Wenn man nicht Madonna heißt, hat man als Frau irgendwann ein Marketingproblem. Auf dem Flirtmarkt zumindest. Es gibt diesen „Double standard of aging“, auf den Simone de Beauvoir schon in den Siebzigerjahren hingewiesen hat: Alle Altersindizien werden bei Frauen ungleich unattraktiver eingeschätzt. Natürlich hat das alles seine evolutionsbiologische Richtigkeit, fies ist es trotzdem! Zu Fortpflanzungszwecken wird die ältere Frau primär nicht gebraucht und wenn man der Großmutter-Hypothese der biologischen Anthropologie Glauben schenken will, überleben wir Weiber die Menopause nur deshalb, weil wir einen positiven Einfluss auf die Überlebensrate unserer Enkel haben können. Und dafür braucht man kein schmuckes Gefieder. Na, vielen Dank!

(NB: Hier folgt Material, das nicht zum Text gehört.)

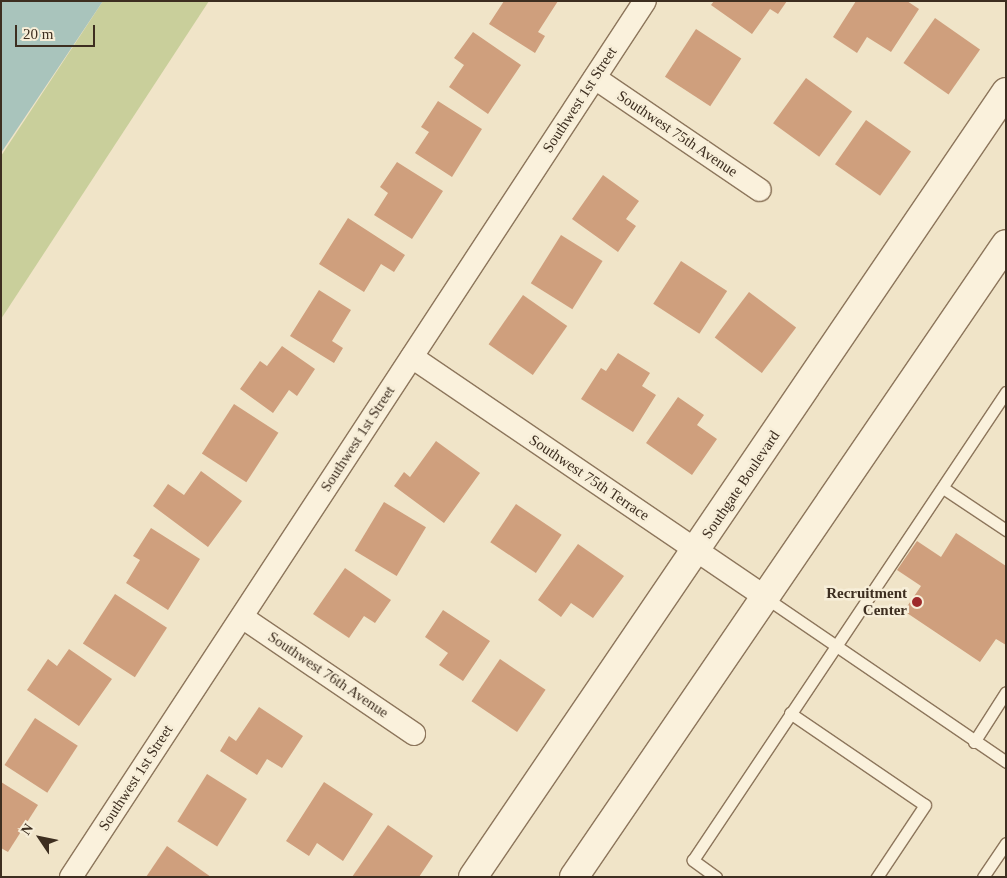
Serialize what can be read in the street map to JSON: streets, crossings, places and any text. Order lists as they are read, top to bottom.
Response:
{
  "streets": {
    "main road": ["Southgate Boulevard"],
    "street": [
      "Southwest 1st Street",
      "Southwest 75th Avenue",
      "Southwest 75th Terrace",
      "Southwest 76th Avenue"
    ]
  },
  "crossings": [
    ["Southwest 1st Street", "Southwest 75th Avenue"],
    ["Southwest 1st Street", "Southwest 75th Terrace"],
    ["Southwest 1st Street", "Southwest 76th Avenue"],
    ["Southwest 75th Terrace", "Southgate Boulevard"]
  ],
  "places": ["Recruitment Center"],
  "scale_bar": "20 m",
  "north": "top left"
}
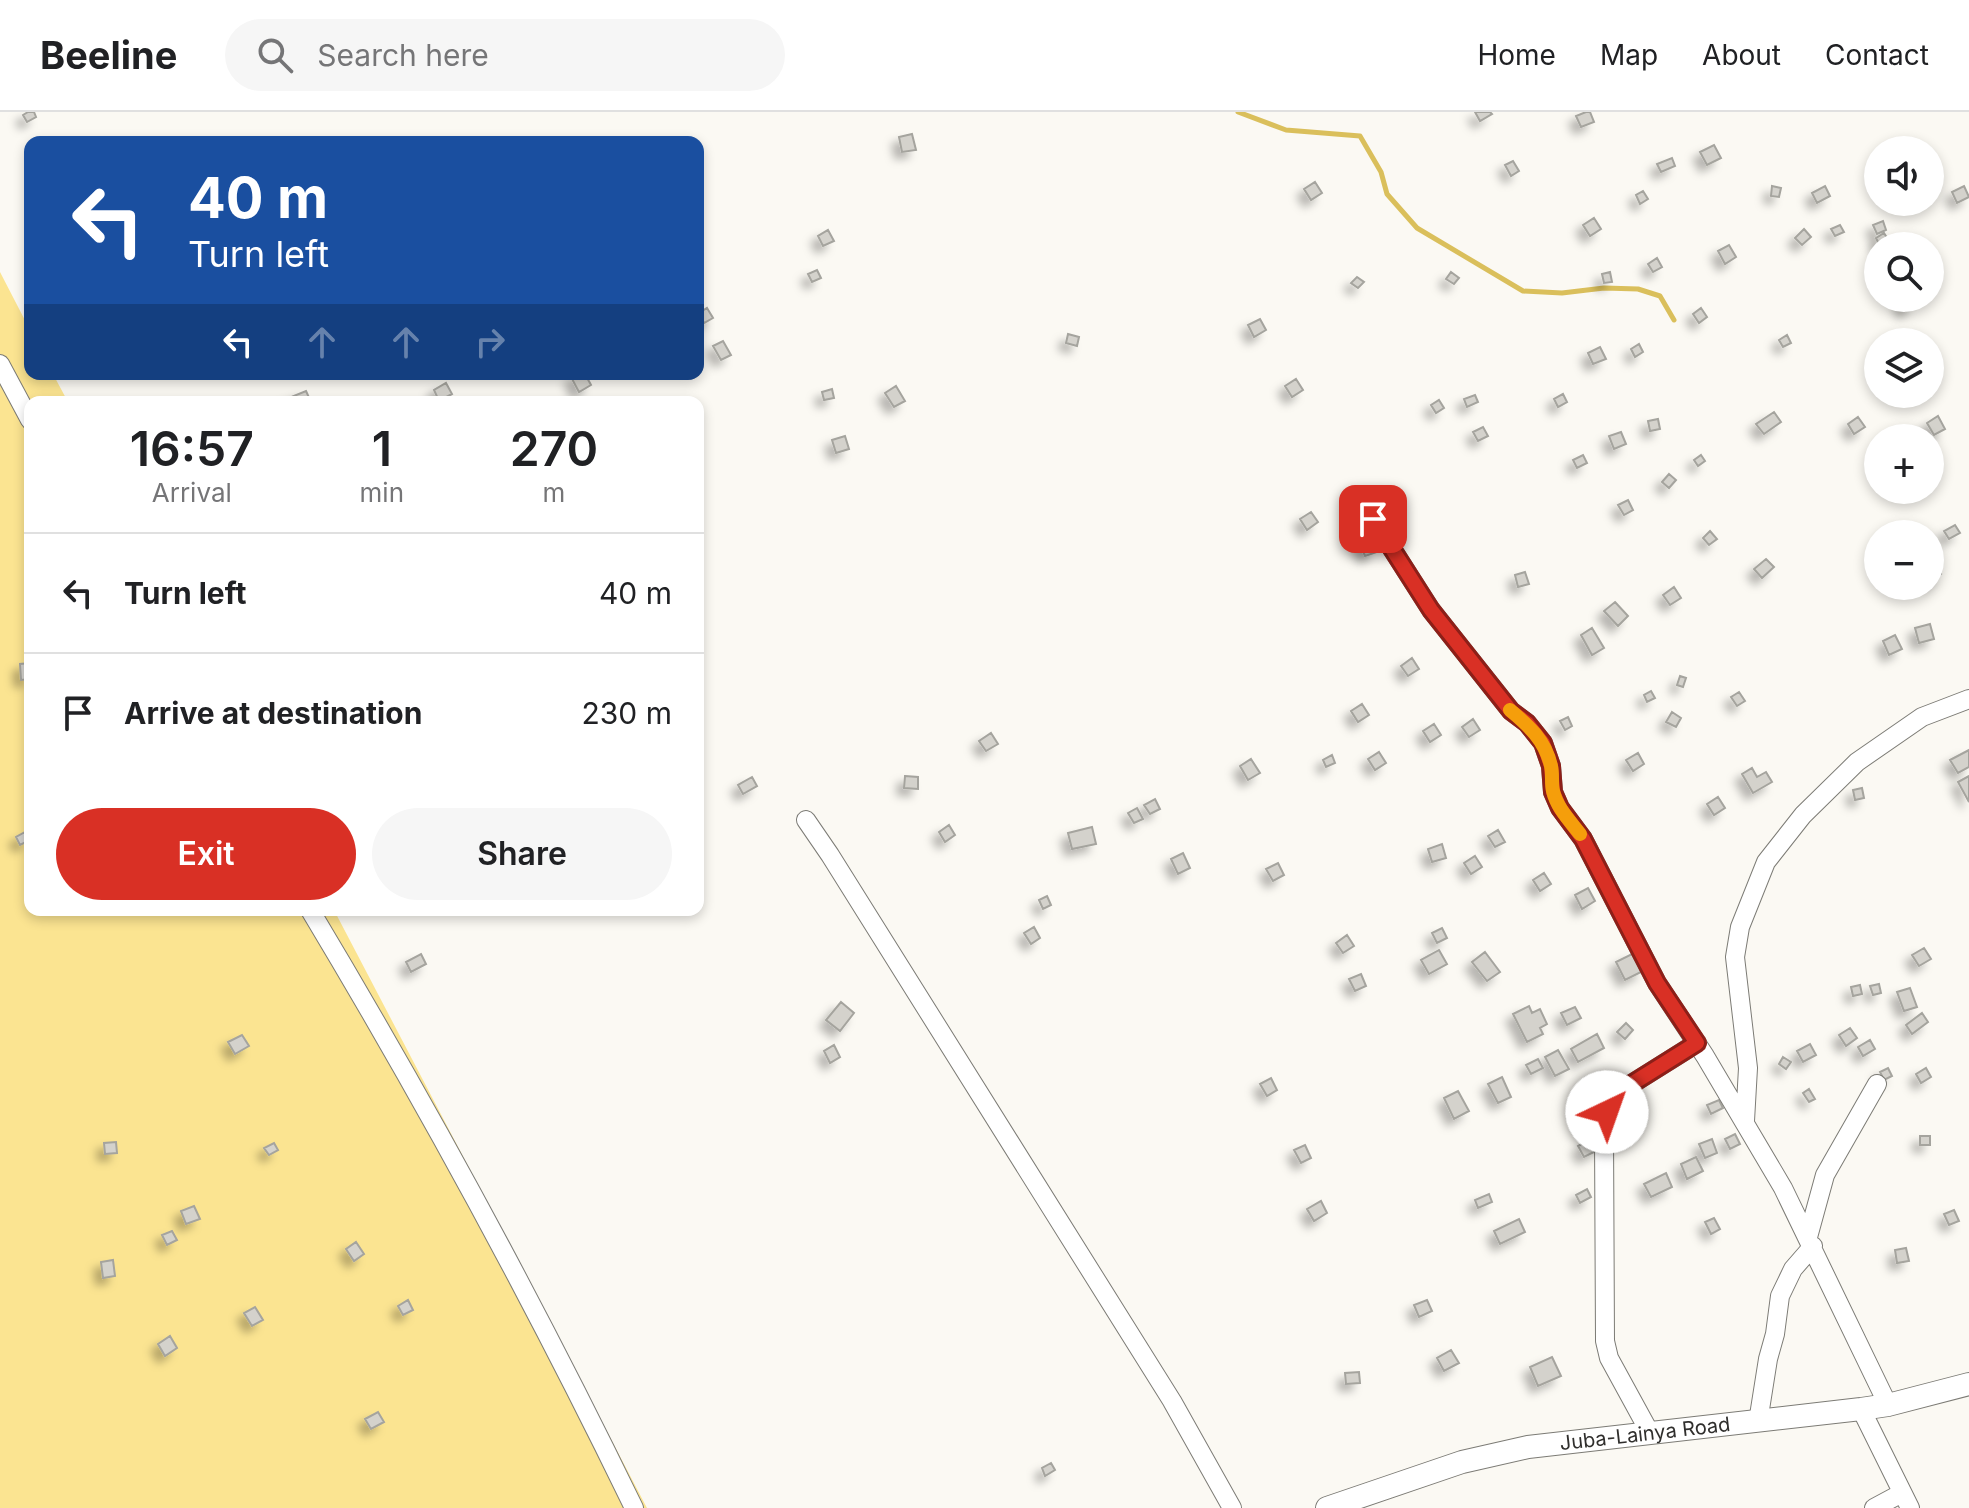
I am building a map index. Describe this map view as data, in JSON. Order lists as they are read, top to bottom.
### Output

All diese Gedanken schlichen durch mein von einer faltendurchzogenen Haut umspanntes Gehirn. So um den vierzigsten Geburtstag rum.

Die gute Nachricht: Es gibt ein Leben danach.

Der fünfundsiebzigjährige Freund meiner Mutter erzählte gestern vom letzten Urlaub und meinte, es sei furchtbar gewesen. Lauter alte Leute, es hätte nur noch ein Bestattungsunternehmer gefehlt! Auf den Einwand meines Sohnes hin, er sei doch selber alt, erboste sich der Jung-Opa: „Ich bin doch nicht alt! Alt bin ich vielleicht in zwanzig Jahren. Aber jetzt auf gar keinen Fall! Ich bin zu jung für Seniorenteller!“. Sehe ich ganz genauso.

Offiziell zähle ich nun zu den „middle agern“ aber für mich heißt das, ich habe gerade mal die Hälfte rumgebracht! Und ich lasse mir nicht einreden, dass die zweite Hälfte spaßbefreit in beigen Gesundheitsschuhen mit ondulierter Kurzhaarfrisur zu absolvieren ist. Ist es angemessen, alle Hotpants wegzuschmeißen am vierzigsten Geburtstag? Oder schon am fünfunddreißigsten? Kiessertraining statt Freeclimbing? Langlauf statt Snowboard. Ab wann? Und warum sollen mir jetzt Männer über fünfzig gefallen? Die sind alt! Und haben in vielen prominenten Männern Scheißvorbilder. Wie alt ist denn die Dingsbums von dem ihr-wisst-schon? Zwanzig, fünfundzwanzig? Das wird schon seine Gründe haben, dass den keine Gleichaltrige wollte…

In diesem Sinne: Hoch die Tassen! Auf eine lustige zweite Halbzeit. Nicht umsonst wachsen uns im Alter Sonnenstrahlen um den Augen, oder?